[Dataset entries]
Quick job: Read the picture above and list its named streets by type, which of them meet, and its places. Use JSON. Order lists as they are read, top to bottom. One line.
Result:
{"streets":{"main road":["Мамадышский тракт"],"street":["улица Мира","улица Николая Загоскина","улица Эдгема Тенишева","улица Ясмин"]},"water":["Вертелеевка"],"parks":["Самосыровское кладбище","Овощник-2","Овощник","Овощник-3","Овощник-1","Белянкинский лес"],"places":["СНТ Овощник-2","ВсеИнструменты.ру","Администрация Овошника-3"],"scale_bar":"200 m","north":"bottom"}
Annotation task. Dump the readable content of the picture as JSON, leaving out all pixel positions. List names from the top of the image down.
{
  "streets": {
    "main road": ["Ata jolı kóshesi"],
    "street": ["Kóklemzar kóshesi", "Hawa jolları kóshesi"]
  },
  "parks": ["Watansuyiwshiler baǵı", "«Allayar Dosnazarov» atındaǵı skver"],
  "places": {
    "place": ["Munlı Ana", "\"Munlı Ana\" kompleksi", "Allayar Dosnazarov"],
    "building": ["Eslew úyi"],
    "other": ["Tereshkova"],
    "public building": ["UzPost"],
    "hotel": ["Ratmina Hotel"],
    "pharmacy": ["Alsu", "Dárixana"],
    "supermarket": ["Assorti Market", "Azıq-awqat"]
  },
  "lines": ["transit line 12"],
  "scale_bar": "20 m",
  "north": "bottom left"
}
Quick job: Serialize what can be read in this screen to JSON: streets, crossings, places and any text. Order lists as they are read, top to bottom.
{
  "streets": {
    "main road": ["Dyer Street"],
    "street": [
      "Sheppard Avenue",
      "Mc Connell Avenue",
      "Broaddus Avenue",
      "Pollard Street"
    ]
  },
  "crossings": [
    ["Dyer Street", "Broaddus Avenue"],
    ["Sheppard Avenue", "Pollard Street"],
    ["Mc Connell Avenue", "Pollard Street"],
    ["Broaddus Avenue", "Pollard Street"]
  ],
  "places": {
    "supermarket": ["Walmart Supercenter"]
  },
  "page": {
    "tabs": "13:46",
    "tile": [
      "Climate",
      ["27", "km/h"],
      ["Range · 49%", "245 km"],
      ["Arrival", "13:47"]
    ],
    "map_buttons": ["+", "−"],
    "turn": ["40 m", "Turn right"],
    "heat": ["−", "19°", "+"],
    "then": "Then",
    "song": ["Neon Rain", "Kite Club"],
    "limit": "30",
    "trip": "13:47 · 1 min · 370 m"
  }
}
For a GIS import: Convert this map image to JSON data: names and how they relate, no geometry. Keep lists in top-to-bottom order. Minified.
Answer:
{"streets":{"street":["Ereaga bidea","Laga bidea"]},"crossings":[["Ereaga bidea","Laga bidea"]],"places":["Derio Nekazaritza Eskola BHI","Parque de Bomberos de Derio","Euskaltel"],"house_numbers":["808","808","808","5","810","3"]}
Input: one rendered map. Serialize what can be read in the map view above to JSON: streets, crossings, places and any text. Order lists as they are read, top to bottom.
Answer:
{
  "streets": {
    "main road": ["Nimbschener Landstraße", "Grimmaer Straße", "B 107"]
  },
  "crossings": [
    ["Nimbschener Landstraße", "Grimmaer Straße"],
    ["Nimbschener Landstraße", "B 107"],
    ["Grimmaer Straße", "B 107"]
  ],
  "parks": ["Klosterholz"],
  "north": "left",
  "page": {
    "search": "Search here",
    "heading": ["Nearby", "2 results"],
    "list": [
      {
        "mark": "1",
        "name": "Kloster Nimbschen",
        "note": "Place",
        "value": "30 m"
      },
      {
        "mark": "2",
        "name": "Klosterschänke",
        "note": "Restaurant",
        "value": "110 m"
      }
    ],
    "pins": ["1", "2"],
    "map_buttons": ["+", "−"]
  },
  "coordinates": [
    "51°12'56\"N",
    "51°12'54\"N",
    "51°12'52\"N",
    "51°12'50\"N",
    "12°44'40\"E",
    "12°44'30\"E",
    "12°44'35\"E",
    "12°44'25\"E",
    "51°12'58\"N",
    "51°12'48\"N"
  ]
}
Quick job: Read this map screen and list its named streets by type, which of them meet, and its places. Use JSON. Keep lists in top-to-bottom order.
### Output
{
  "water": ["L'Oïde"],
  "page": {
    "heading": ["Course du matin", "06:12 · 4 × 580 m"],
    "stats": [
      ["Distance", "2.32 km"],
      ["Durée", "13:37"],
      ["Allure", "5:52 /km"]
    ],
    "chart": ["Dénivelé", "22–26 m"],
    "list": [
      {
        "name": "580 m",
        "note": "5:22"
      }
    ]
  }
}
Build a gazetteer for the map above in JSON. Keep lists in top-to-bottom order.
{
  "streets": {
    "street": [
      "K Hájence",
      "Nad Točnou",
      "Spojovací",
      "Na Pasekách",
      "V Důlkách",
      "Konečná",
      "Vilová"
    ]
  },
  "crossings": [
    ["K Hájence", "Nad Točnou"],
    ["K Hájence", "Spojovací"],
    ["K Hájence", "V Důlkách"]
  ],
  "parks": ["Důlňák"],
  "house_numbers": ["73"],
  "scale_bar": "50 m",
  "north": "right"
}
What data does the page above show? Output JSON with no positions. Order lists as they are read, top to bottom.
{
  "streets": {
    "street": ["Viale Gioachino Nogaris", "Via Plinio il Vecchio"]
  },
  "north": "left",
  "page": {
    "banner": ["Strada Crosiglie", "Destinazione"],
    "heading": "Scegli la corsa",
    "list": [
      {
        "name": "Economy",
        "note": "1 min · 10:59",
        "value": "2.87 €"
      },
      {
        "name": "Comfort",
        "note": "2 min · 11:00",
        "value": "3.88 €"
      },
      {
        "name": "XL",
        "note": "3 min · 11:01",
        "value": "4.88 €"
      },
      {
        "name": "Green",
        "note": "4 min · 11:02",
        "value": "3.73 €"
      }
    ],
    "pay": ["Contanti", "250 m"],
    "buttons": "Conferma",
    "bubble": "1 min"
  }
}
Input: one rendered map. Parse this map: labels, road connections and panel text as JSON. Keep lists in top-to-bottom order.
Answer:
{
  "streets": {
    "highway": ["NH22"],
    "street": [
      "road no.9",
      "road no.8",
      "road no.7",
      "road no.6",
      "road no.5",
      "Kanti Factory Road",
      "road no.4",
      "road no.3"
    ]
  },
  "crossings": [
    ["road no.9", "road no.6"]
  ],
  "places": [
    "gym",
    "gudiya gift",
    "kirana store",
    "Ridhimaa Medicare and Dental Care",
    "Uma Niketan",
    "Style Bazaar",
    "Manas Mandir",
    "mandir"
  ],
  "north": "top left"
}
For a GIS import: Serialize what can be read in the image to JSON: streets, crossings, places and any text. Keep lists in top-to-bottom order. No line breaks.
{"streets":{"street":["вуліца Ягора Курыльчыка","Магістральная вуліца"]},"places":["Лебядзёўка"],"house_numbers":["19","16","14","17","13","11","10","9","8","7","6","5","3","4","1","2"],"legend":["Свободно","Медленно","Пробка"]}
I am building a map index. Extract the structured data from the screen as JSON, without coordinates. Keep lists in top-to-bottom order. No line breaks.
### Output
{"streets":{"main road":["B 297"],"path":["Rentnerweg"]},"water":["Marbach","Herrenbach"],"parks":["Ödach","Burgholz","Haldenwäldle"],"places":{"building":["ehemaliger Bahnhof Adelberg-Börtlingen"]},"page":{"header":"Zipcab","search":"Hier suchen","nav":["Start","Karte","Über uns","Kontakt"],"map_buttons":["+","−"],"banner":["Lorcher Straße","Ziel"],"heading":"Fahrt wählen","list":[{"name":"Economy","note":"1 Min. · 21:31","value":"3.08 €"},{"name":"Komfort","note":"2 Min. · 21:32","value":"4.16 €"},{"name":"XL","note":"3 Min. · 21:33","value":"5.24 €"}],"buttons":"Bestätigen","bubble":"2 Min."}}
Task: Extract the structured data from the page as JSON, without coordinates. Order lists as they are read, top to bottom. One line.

- _DESCRIPTION OF THE TASK_
Scan the records above for the string "them", then select every line that holds it.

- _ANSWER FOR THE TASK_
Quick job: Read the picture above and list its named streets by type, which of them meet, and its places. Use JSON. Order lists as they are read, top to bottom. One line.
Quick job: Read this map screen and list its named streets by type, which of them meet, and its places. Use JSON. Keep lists in top-to-bottom order.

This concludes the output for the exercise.